Material for this exercise ->
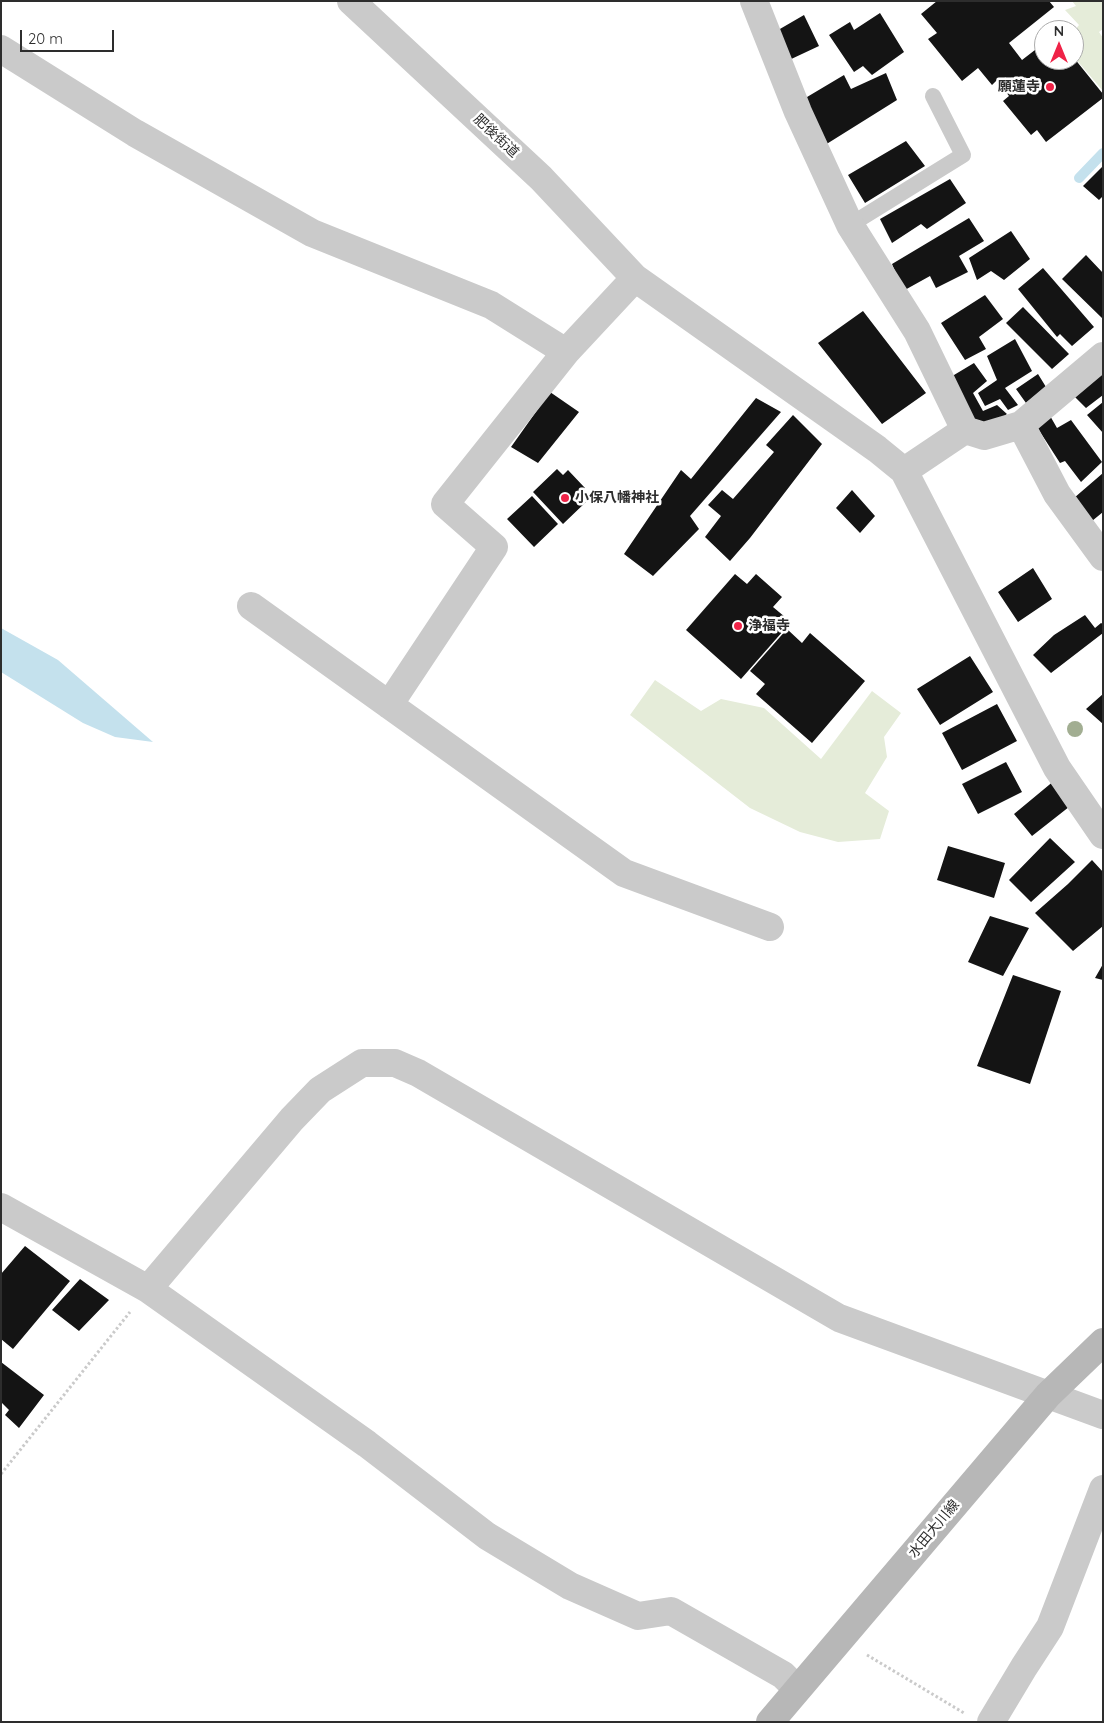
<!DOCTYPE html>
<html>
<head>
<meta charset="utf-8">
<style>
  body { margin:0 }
  #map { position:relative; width:1104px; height:1723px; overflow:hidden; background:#fff; font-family:Quicksand,sans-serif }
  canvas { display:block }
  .frame { position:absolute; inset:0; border:2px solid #2d2d2d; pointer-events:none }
  .north { position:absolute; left:1034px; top:20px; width:50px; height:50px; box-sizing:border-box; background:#fff; border:1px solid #ababab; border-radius:50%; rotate:0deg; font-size:14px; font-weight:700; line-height:20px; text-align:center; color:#2d2d2d }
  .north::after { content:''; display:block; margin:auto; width:18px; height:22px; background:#ef2347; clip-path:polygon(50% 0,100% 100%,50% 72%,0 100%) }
  .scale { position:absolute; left:20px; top:30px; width:94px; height:22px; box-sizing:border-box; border:2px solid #2d2d2d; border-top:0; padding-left:6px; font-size:15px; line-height:18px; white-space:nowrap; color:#2d2d2d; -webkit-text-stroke:4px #fff; paint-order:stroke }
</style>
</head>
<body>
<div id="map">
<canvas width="1104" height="1723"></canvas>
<div class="frame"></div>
<div class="north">N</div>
<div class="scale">20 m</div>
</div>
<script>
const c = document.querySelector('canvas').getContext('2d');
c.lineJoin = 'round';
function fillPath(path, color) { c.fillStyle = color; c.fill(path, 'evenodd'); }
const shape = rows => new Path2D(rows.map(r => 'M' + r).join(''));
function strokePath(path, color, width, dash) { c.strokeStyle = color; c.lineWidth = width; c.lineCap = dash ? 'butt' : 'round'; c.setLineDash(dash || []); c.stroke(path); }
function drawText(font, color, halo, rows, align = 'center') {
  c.font = font + ' Quicksand,"Noto Sans JP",sans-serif'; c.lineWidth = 5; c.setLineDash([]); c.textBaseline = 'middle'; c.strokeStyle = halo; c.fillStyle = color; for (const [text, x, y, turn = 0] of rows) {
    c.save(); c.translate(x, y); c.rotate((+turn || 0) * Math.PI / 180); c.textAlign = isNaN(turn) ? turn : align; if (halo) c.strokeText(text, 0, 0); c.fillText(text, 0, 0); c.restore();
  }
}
const green = shape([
  [1072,1,1103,1,1103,29,1099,32,1103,38,1103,91,1074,57,1074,31,1079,25,1065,10,1076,6],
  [655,680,701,711,721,699,764,708,821,759,872,691,901,713,884,737,887,757,865,793,889,811,880,839,838,842,800,832,750,808,630,715]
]);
const water = shape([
  [1,628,58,660,153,742,115,737,83,723,1,672]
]);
const stream = shape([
  [1079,178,1103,153]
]);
const building = shape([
  [937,1,1049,1,1054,7,1009,43,1022,60,1044,43,1044,60,1074,60,1074,58,1103,94,1103,98,1046,142,1037,130,1031,135,1003,101,1009,96,997,80,992,85,978,68,962,81,928,39,937,33,921,14],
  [880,13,904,52,872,75,863,66,854,72,829,35,850,22,854,30],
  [804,15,819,46,787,61,773,33],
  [886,73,897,100,825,145,802,100,844,75,851,89],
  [906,141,925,166,865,203,848,175],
  [1103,166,1103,196,1099,200,1083,186],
  [950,179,966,203,927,229,921,224,892,243,880,219],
  [969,218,984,241,959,256,968,272,936,288,930,276,903,291,892,264],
  [1011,231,1030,259,1004,280,991,271,977,280,969,258],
  [1086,255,1103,273,1103,319,1062,279],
  [1043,268,1094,327,1072,346,1060,334,1057,337,1018,289],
  [985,295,1003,319,979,337,986,349,965,360,941,323],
  [1023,307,1069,354,1052,369,1006,323],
  [863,311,926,393,882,424,818,343],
  [1015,339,1032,371,1005,388,1018,405,1008,410,1000,399,985,406,978,393,997,380,987,356],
  [974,363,987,381,973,393,983,411,997,405,1007,414,998,421,969,423,949,378],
  [1103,369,1103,395,1086,408,1073,395],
  [1038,374,1046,387,1026,403,1016,389],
  [550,392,579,412,538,463,511,447],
  [756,398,781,412,690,516,699,529,653,576,624,554,681,470,691,479],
  [1103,402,1103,433,1087,415],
  [1049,414,1057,428,1071,420,1102,462,1081,482,1065,461,1060,463,1035,424],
  [793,415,822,444,750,538,730,561,705,537,721,516,708,505,722,490,733,499,774,452,766,445],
  [557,469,563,475,568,470,585,488,580,493,587,501,563,524,533,492],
  [1103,473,1103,512,1092,521,1074,498],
  [852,490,875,516,860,533,836,508],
  [532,496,558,524,534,547,507,519],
  [1033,568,1052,599,1018,622,998,592],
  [735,574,747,584,756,574,782,597,773,607,791,622,741,679,686,630],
  [1085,615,1095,628,1101,623,1103,624,1103,633,1051,673,1033,655,1054,635],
  [787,629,802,643,810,633,865,681,812,743,756,694,765,684,750,671],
  [970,656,993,692,940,725,917,689],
  [1103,694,1103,724,1086,709],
  [997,704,1017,741,962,770,942,733],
  [1006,762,1022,792,978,814,962,784],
  [1055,780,1074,803,1032,836,1014,814],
  [1050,838,1075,862,1031,902,1009,880],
  [948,846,1005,863,994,898,937,880],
  [1092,860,1103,872,1103,926,1073,951,1035,913,1068,884],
  [990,916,1029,928,1003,976,968,962],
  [1103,964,1103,980,1095,978],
  [1013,975,1061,991,1030,1084,977,1066],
  [25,1246,70,1281,13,1349,1,1339,1,1274],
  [80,1279,109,1300,79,1331,52,1310],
  [1,1362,44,1395,19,1428,5,1415,9,1410,1,1402]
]);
const path = shape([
  [1,1474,130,1312],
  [867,1655,964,1713]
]);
const service = shape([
  [850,225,963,155,933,96]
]);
const minor = shape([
  [351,1,541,178,635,278,877,449,904,471,1057,768,1103,835],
  [754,1,798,112,850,225,917,331,965,430,984,436,1021,425,1103,356],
  [1,49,135,133,312,233,491,305,566,352],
  [1021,425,1057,494,1103,557],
  [904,471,965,430],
  [251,606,624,873,770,927],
  [389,705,494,547,445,504,566,352,635,278],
  [1,1207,148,1289,367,1444,487,1536,570,1586,638,1616,671,1611,783,1675,797,1689],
  [148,1289,292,1119,320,1090,362,1063,395,1063,418,1073,839,1318,1103,1415],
  [991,1722,1024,1667,1050,1627,1103,1489]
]);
const secondary = shape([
  [770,1722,1048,1395,1103,1342]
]);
const trees = [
  [1075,729]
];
const markers = [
  [1050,87,5,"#ef2347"],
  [565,498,5,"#ef2347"],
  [738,626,5,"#ef2347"]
];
const poiNames = [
  ["願蓮寺",1040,87,"right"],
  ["小保八幡神社",575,498],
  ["浄福寺",748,626]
];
const streetNames = [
  ["肥後街道",496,136,43],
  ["水田大川線",934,1529,-50]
];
fillPath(green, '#e5ecd9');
fillPath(water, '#c4e1ed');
strokePath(stream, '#c4e1ed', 10);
fillPath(building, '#141414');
strokePath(path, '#cacaca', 3, [2.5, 2.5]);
strokePath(service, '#cacaca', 16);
strokePath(minor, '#cacaca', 28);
strokePath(secondary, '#b7b7b7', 28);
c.fillStyle = '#a2ae92';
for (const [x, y] of trees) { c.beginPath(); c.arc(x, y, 8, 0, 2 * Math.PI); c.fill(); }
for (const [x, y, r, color] of markers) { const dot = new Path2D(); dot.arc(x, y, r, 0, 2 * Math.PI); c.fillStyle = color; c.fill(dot); strokePath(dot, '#fff', 2); }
drawText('bold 14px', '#2d2d2d', '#fff', poiNames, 'left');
drawText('14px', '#2d2d2d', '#fff', streetNames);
</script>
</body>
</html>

Exercise objective ->
The answer must consist of every line from the entries above that contains the string "setLineDash".

Solution to this exercise ->
function strokePath(path, color, width, dash) { c.strokeStyle = color; c.lineWidth = width; c.lineCap = dash ? 'butt' : 'round'; c.setLineDash(dash || []); c.stroke(path); }
  c.font = font + ' Quicksand,"Noto Sans JP",sans-serif'; c.lineWidth = 5; c.setLineDash([]); c.textBaseline = 'middle'; c.strokeStyle = halo; c.fillStyle = color; for (const [text, x, y, turn = 0] of rows) {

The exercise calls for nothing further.